Considering doing this in a coffee shop setting was daunting at the very least, considering my knowledge of the kind of drinks in a Starbucks-type store is similar to my knowledge of cars, or quantum mechanics, or 14th century French agrarian business. With some subjects, there’s just too many variations and too many details for me to keep up, which is why my twenty-second conversations were often limited to topics I felt like I could contribute something to. I knew this would have disastrous results in the café.

“A caramel macchiato for the gentleman… tell me sir, should I put any coffee in one of those?”
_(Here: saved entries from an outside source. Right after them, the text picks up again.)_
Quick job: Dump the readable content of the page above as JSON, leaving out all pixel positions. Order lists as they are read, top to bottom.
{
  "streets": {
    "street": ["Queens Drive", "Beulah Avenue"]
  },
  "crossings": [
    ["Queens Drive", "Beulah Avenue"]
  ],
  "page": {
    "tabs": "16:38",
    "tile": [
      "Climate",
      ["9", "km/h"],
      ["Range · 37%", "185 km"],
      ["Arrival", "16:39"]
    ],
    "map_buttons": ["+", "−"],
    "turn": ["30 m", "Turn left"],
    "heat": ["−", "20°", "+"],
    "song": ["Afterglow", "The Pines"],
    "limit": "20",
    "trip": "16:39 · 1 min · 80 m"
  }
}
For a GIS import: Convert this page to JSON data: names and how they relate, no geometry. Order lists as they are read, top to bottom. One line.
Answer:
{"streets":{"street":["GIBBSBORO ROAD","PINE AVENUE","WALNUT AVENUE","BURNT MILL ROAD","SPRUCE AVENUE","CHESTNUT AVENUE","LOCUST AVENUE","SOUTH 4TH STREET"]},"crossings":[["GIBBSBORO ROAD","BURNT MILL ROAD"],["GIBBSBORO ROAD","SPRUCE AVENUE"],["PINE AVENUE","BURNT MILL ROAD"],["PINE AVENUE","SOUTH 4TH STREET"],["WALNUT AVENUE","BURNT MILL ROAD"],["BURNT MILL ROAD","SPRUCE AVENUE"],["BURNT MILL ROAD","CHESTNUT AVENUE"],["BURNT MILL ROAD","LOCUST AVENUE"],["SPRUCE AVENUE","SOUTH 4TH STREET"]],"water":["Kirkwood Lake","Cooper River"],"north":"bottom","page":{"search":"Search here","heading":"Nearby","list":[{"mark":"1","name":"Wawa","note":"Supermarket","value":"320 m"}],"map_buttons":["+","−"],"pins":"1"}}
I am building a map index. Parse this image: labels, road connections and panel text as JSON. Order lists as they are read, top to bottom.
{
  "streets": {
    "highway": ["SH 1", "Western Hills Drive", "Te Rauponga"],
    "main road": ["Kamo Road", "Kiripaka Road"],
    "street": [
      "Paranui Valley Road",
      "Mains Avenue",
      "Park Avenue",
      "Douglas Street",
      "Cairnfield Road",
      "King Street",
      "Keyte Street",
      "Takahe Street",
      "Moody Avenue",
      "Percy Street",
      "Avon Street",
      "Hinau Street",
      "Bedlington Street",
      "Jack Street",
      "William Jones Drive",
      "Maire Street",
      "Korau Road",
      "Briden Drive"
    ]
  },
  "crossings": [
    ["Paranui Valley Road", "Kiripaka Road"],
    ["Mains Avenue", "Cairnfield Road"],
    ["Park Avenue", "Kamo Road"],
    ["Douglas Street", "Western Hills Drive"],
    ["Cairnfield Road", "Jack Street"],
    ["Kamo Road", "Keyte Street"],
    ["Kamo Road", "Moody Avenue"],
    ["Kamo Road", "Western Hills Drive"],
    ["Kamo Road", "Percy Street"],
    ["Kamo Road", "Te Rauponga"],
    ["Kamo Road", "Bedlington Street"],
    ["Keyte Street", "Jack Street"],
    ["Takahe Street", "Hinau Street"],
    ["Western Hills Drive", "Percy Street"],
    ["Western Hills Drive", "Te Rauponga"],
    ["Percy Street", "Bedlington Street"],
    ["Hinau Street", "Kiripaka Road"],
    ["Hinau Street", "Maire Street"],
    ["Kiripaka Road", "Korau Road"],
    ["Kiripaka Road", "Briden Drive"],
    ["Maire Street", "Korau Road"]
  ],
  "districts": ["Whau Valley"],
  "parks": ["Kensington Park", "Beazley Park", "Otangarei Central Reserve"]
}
“Venti…? Okay, well… I’m sorry, but you’re going to have to point out which cup that is for me ma’am.”

These are not exaggerations. Until a few short days ago, I was under the impression that ‘tall’ was the biggest size you could get, and I still think I’m right. When short people tell me that I am tall, it is because I am a bigger person than they are, hence the largest cup should be called tall. Nobody’s ever told me I’m venti before, whatever the hell that means in English.

It seems Barnes & Noble has a knack for putting me in situations where I feel informationally inadequate. About a year ago, on the last night I worked in my old store, I was asked to check in and greet over 1,500 customers on the night the final Harry Potter book was released. I would be the first face those eager young wizards would see as they excitedly ran through the store doors, desperate to talk to someone in the store about what they thought would happen in the final book. I hadn’t read a word of any of them. Try making twenty-second conversations there.

But I had survived that, and even come out of it smiling, so I began to think I might be able to make it through working the café for a while. And as I walked towards the café, and through the waist-high swinging doors, I thought that yes, I would physically be able to survive this. So I put my apron on, buckled down, and took my first steps as a barista, which I’m pretty sure now is a word that means someone who makes coffee.


2 Responses to “My New Life, Part I: Why My Hands Smell Like a Vanilla Frappuccino”

  1. 1 mplimasol
    June 12, 2008 at 9:34 pm

    “My hands clam up, I try not to make eye contact with anyone for fear of them discovering my inadequacies, and there are a lot of big words tossed around casually that I don’t even begin to understand.”

    ha. i had to laugh at your starbucks experiences. i thought that i was the only one who thought that their menu looks like a board written in a different language by some secret society that i didn’t subscribe to. either that, or it seems i have misplaced their decoder ring…. what kills me is that my brother will still say “small,” “medium,” or “large” for the size that he desires, and the workers will look at him as if he has just thrown up gibberish down the front of his shirt. boo for nonconformity, i suppose – how easily they abandon their native english in the name of corporate.

  2. June 13, 2008 at 3:08 am

    Andy, I almost want to go out to Denver just to have you take my order for a Double Ristretto Iced Venti Whole Milk Organic 3 Pump Vanilla 2 Pump Cinnamon Dolce Extra Hot with Foam and Whipped Cream Upside Down Stirred Latte (thank you Google). i just might… leaving tomorrow for a two-week retreat in Crested Butte. Nice place in Colorado. Secondly, didn’t know you had unfastened your life from sunny California! Best of luck with everything over there!